With "network invasion" abilities, the Navy's Next Generation Jammer will do more than just disrupt communications.
Written by John Herrman, Contributor

Airborne jammers are an invaluable tool for the military, but they are fairly blunt instruments. The plane that the Navy currently uses for most of its jamming duties, the Northrop Grumman EA-6B Prowler, is described by its maker as having a fairly predictable set of abilities:

The Prowler's primary role is to protect fleet surface units and strike aircraft by jamming enemy radar and communications. The secondary mission includes electronic surveillance.

And that's what it's been doing, since 1971: screwing with radar systems in a support capacity, like a sort of target electromagnetic noisemaker. Its technological payload is long overdue for an upgrade, as is the plane that carries it--something the Department of Defense is well aware of, and is taking action to address. Just this month, in fact, Defense Secretary Robert Gates announced his intentions to accelerate development of a "new generation of electronic jammers."

What he's talking about is the Next Generation Jammer (NGJ) development program, an initiative to create new jamming technology to be carried by F-18, EA-18 Growler and F-35 jets.

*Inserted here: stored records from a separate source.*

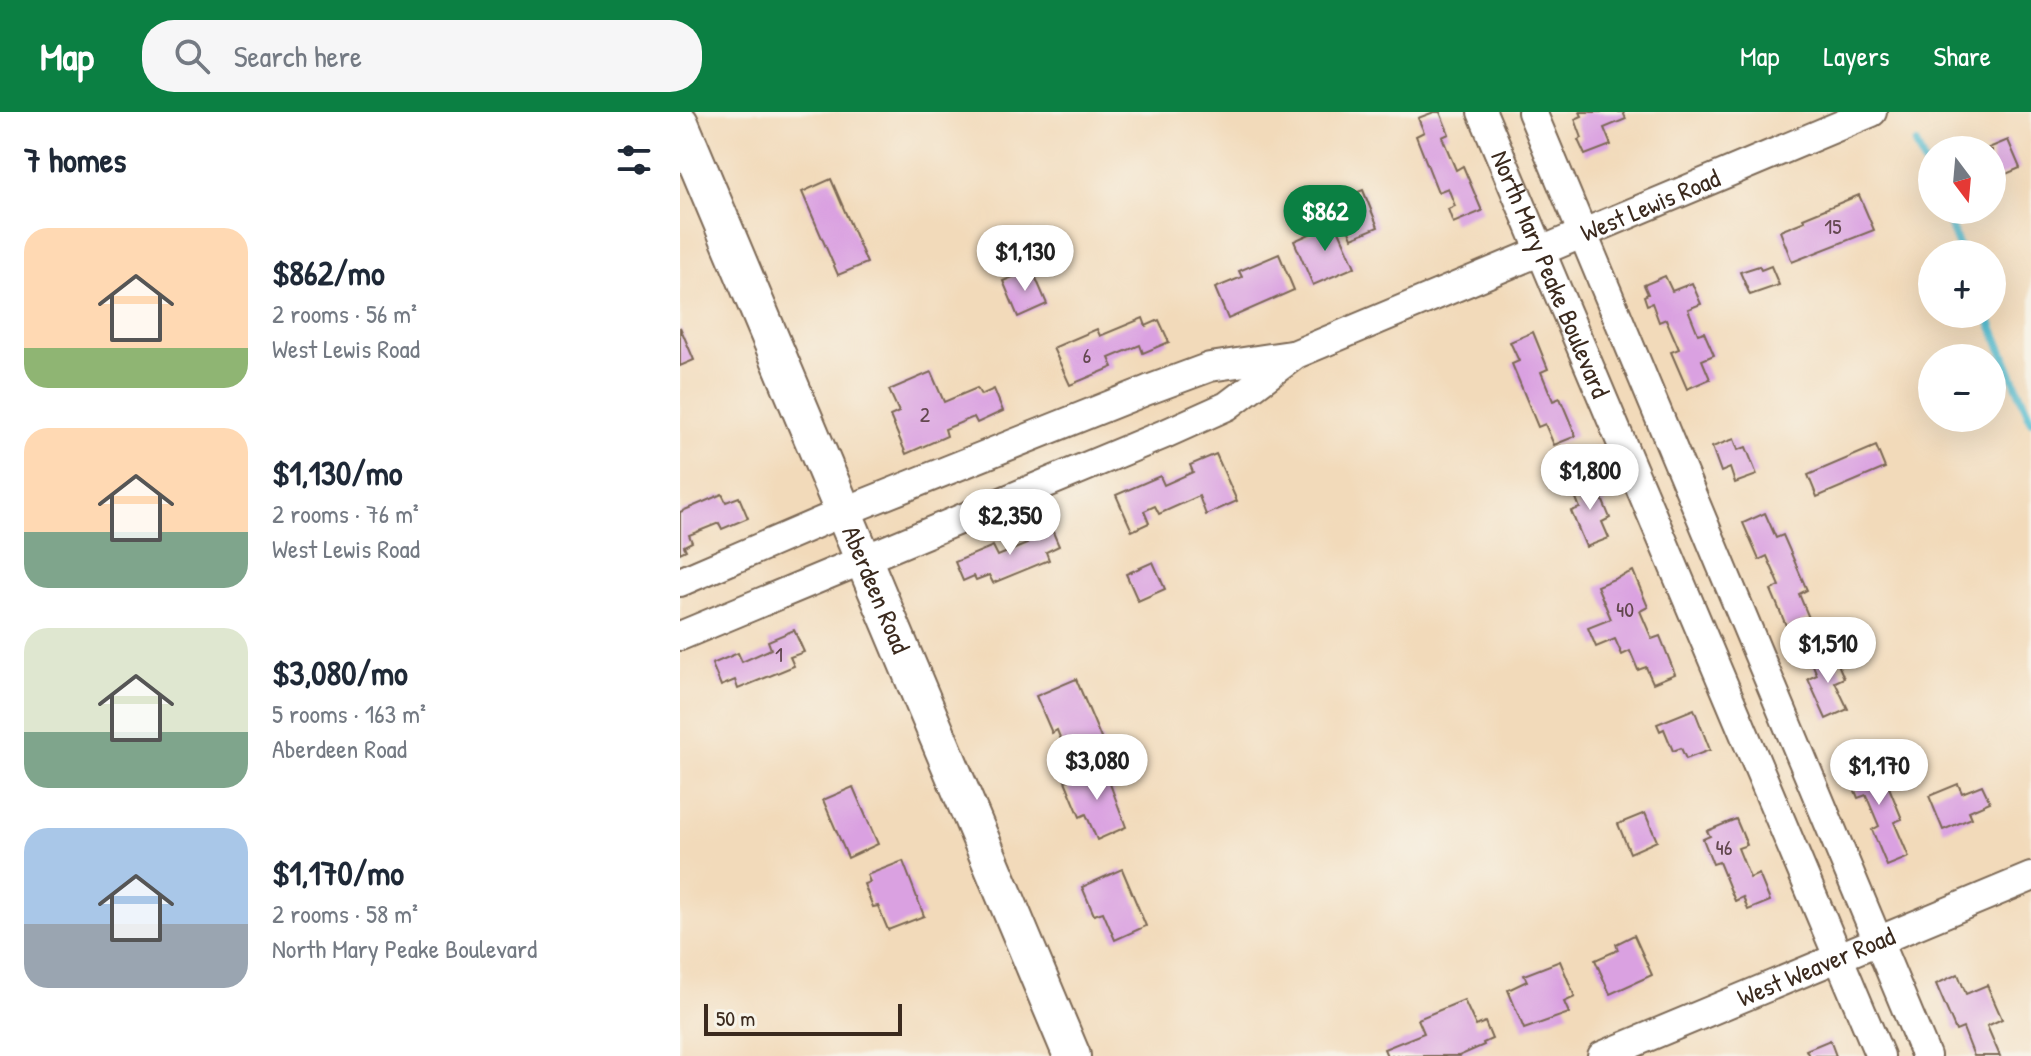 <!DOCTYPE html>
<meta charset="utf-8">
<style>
:root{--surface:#fff;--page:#f6f6f7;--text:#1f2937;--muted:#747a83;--accent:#0b8043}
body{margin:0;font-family:"Patrick Hand",sans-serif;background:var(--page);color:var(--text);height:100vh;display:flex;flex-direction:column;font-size:30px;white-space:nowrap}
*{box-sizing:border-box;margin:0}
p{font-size:26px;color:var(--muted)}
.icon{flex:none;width:44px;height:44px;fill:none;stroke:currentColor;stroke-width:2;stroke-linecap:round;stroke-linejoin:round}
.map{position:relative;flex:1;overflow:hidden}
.side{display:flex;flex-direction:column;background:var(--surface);width:680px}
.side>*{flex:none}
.needle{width:52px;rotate:164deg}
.controls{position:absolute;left:1238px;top:24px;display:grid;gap:16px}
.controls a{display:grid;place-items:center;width:88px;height:88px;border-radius:50%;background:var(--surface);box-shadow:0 8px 32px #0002;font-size:40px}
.scale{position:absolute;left:24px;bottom:20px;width:198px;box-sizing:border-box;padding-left:8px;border:4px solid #3b2a1e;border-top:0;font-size:22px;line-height:28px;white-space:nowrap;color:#3b2a1e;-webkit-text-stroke:6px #f7f3e8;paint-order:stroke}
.price{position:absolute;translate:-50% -68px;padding:0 18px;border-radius:28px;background:#fff;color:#222;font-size:26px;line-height:52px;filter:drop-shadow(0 2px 4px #0008)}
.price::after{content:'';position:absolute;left:50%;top:48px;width:24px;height:18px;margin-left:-12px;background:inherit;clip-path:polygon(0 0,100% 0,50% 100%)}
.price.active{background:var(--accent);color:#fff}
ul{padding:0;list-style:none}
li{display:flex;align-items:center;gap:24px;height:200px;padding:0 24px}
li span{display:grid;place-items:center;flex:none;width:224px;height:160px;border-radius:24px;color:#555}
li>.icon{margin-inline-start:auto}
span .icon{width:96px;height:96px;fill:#fffc;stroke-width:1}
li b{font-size:34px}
h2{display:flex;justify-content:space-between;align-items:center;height:96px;padding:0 24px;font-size:34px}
header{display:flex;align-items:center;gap:48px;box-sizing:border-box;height:112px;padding:0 40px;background:var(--accent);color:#fff}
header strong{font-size:38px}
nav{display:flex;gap:44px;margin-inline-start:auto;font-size:28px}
.search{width:560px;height:72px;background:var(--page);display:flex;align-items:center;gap:20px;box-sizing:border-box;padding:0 28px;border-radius:32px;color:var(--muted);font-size:30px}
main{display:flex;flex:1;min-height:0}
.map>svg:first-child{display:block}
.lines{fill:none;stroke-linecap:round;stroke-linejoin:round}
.stream{stroke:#56bfd3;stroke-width:8}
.building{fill:#daa1e1}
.minor-casing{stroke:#7b6855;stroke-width:32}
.major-casing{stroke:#7b6855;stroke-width:40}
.minor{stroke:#fff;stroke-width:28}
.major{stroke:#fff;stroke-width:36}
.labels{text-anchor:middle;stroke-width:6;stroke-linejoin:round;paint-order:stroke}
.number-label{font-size:22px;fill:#63484f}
.street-label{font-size:26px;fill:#3b2a1e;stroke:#f7f3e8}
</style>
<header>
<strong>Map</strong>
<div class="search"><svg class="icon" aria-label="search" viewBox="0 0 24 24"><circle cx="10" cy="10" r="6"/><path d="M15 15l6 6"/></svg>Search here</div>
<nav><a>Map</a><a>Layers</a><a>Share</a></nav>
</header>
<main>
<section class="side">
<h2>7 homes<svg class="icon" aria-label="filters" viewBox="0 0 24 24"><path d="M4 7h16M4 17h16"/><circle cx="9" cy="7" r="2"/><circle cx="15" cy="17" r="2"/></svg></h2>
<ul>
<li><span style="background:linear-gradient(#ffd9b3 75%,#8fb573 0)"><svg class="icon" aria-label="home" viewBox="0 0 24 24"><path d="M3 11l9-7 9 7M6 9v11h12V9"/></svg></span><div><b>$862/mo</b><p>2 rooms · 56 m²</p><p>West Lewis Road</p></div></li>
<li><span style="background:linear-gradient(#ffd9b3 65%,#7fa58c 0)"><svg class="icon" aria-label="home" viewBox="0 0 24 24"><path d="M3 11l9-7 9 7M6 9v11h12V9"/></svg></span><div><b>$1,130/mo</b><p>2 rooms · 76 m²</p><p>West Lewis Road</p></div></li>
<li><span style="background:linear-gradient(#dfe7d0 65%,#7fa58c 0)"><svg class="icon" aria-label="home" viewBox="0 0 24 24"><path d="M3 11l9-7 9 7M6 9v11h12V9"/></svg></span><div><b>$3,080/mo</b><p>5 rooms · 163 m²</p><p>Aberdeen Road</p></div></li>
<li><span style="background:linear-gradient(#a9c7e8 60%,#9aa5b1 0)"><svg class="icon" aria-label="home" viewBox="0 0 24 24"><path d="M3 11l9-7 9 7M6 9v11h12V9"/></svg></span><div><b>$1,170/mo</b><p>2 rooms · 58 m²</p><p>North Mary Peake Boulevard</p></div></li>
</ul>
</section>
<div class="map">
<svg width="1351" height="944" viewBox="0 0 1351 944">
<rect width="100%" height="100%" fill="#f7f3e8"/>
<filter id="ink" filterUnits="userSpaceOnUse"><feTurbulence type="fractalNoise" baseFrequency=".0125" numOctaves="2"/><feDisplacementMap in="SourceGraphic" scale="16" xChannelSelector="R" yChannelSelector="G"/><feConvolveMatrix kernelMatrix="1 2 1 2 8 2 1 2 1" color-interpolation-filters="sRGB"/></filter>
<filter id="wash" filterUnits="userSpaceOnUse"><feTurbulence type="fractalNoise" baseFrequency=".006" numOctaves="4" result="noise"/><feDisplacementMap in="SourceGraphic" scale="32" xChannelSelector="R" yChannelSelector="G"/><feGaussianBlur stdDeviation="1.8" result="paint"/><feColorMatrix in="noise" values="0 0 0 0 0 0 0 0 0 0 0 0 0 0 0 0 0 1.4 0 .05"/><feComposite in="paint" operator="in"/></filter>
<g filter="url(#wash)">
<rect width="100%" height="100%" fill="#f2daba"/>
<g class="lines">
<g class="stream">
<polyline points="1236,32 1252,70"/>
<polyline points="1264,98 1282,142"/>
<polyline points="1307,202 1351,309"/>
</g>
</g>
<g id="blocks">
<g class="building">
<polygon points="754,0 760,0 769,22 762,25 776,58 783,54 802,99 773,111 768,97 775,94 768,76 758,80 736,24 744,20 738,6"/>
<polygon points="900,0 943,0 946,7 924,16 931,33 905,43 898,28 902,26 895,7 902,4"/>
<polygon points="1328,28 1340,56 1312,68 1312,38 1304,38"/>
<polygon points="151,67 187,151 158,163 122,80"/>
<polygon points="683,78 698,115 672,126 657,88"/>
<polygon points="1179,83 1194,118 1112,150 1100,119 1125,109 1123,106"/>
<polygon points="653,105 675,155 633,173 614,129 643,116 640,110"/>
<polygon points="599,142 614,178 548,207 535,176 562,165 559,159"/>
<polygon points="1079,154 1081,158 1091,154 1099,173 1070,183 1060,160"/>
<polygon points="352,157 367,192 338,205 323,169"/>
<polygon points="985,164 992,179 1012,171 1021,192 1008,197 1018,222 1024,220 1034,243 1022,248 1030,267 1007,277 991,240 999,237 986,207 979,210 972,191 967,193 964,184 968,182 964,173"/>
<polygon points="463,206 466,214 479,208 489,230 463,241 460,233 429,246 433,255 390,273 373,236 417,217 420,224"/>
<polygon points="0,215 14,248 0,254"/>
<polygon points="853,220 868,257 861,260 873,289 880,286 896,324 874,333 865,312 858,315 832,252 839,249 830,230"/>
<polygon points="251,260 264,290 297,276 301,283 314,277 323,299 297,311 294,305 265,317 267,324 226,342 210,304 219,300 209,278"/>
<polygon points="1054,327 1058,338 1066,335 1077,363 1055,371 1050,356 1041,360 1032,335"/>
<polygon points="1196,334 1205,356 1137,385 1128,363"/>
<polygon points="536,342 557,389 526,403 519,384 479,402 475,394 464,399 469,411 452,419 436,383 480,364 484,373 513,360 510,353"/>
<polygon points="913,365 930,406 922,410 929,426 906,435 891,399 900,396 891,374"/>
<polygon points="42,382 46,390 59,385 68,406 42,417 39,411 9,423 12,430 4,434 6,438 0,441 0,400"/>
<polygon points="1085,401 1096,426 1103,423 1127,478 1119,482 1129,506 1107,516 1091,478 1100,474 1087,444 1079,448 1063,411"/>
<polygon points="369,411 379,434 366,440 369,448 313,471 309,463 296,468 294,464 283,469 275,450 313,434 318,444 347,432 343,422"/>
<polygon points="473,450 485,477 458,489 446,462"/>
<polygon points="953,459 968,495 960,499 972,527 980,524 995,562 973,571 966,555 958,558 950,539 942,543 935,527 916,535 908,516 931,507 917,474"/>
<polygon points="114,518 124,540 110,545 114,554 58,577 55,568 41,574 32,552 58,541 62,550 91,537 88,529"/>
<polygon points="1152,538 1164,566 1155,570 1168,597 1146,607 1128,567 1137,563 1131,548"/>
<polygon points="396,567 423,631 388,645 377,618 372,621 356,584"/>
<polygon points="1014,597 1030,638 1006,647 1001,636 993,639 984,617 980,619 977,612"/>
<polygon points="1186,641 1195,661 1202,658 1222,707 1214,710 1229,745 1207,754 1192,718 1199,714 1186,683 1178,686 1163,650"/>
<polygon points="423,653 446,715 417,728 406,702 400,705 385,669"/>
<polygon points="1278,672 1282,681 1302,673 1310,690 1289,699 1292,706 1263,718 1249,684"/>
<polygon points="173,675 198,732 168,746 143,688"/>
<polygon points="965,701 977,729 950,741 938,712"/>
<polygon points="1056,707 1067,733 1058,736 1070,766 1079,762 1090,789 1068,798 1063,785 1055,789 1039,750 1033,752 1023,727 1030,724 1027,719"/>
<polygon points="223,749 244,804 208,818 198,794 193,795 184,772 190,770 187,763"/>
<polygon points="442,757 466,814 435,828 423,800 414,803 402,775"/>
<polygon points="954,823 972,863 930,882 915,848 938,838 936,832"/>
<polygon points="880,849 895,885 884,890 889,901 844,917 828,878 847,869 844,863"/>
<polygon points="1278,862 1286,882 1307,873 1322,907 1307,914 1320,944 1294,944 1283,916 1276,919 1256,872"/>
<polygon points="784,888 796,914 805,910 812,927 803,931 804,933 779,944 707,944 704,937 744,921 738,907"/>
<polygon points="1150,928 1156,944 1129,944 1126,938"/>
</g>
</g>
</g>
<g filter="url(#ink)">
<use href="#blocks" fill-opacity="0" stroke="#7b6855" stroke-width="2"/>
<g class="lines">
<g class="minor-casing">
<g id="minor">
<path id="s1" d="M802 0 1200 944"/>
<polyline points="852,0 1246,944"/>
<polyline points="0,470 163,400 468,278 530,255 611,243"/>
<path id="s2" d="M0 524 487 321 547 294 616 242 1192 0"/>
<path id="s3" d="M922 944 1351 765"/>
</g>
</g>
<g class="major-casing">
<g id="major">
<path id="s4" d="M0 11 392 944"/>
</g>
</g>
<use href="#minor" class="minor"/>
<use href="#major" class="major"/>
</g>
</g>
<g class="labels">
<g class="number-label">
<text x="1153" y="122">15</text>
<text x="407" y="251">6</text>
<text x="245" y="310">2</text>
<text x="945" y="505">40</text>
<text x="99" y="550">1</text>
<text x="1044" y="743">46</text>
</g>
<g class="street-label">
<text dy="9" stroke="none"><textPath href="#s2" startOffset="1064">West Lewis Road</textPath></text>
<text dy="9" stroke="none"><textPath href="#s1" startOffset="176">North Mary Peake Boulevard</textPath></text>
<text dy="9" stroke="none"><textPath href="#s4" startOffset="506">Aberdeen Road</textPath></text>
<text dy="9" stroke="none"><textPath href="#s3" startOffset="232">West Weaver Road</textPath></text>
</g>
</g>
</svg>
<div class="controls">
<a><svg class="needle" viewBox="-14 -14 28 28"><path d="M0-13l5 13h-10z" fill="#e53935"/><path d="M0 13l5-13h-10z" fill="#747a83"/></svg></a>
<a>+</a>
<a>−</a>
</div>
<div class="scale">50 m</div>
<b class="price active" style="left:645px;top:141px">$862</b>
<b class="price" style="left:345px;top:181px">$1,130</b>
<b class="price" style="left:910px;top:400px">$1,800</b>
<b class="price" style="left:330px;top:445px">$2,350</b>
<b class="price" style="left:1148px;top:573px">$1,510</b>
<b class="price" style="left:417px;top:690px">$3,080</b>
<b class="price" style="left:1199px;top:695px">$1,170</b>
</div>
</main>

Primarily, this program is intended to bring basic jamming capabilities up to date, and to design equipment suitable for newer generations of planes. (The EA-6B is four decades old.

(But a secondary (and much more interesting) capability of these new jammers is something called network invasion--a technique by which actually hijacks enemy communications systems, rather than just interfering with them.

Aviation Week, via Danger Room, reports that the NGJ will include tools similar to those tested as part of an Air Force/BAE effort that demonstrated its first effective capabilities over five years ago. The program is called Suter, and its capabilities, according to an Aviation Week piece written soon after the third version of the technology was demonstrated, are impressive:

Suter 1 allowed U.S. operators to monitor what enemy radars could see. The capability enables U.S. forces to assess the effectiveness of their stealth systems or terrain-masking tactics. Suter 2 permits U.S. operators to take control of enemy networks as system managers and actually manipulate the sensors, steering them away from penetrating U.S. aircraft. Suter 3 was tested last summer to add the ability to invade the links to time-critical targets, such as battlefield ballistic missile launchers or mobile surface-to-air missile launchers.

This represents a fundamental shift in the role of jamming technology, from an reactive tool that allows other pilots to carry out a mission more easily, to an active tool capable of disabling--and potentially controlling--enemy facilities.

Technology in the same vein as the NGJ has already been deployed, to apparent success. In 2007, Isreali bombers destroyed a Syrian nuclear materials site, without triggering any alarms in the country's Russian-designed air defense system. How? By "directing data streams" into the missile defense systems emitters, the Israelis were able to "invade communications networks, see what enemy sensors see and even take over as systems administrator so sensors can be manipulated into positions so that approaching aircraft can’t be seen."

Less jamming, more hacking; less blunt physical force, more digital finesse: this is actually pretty good indicator as to where all military hardware is moving in the future.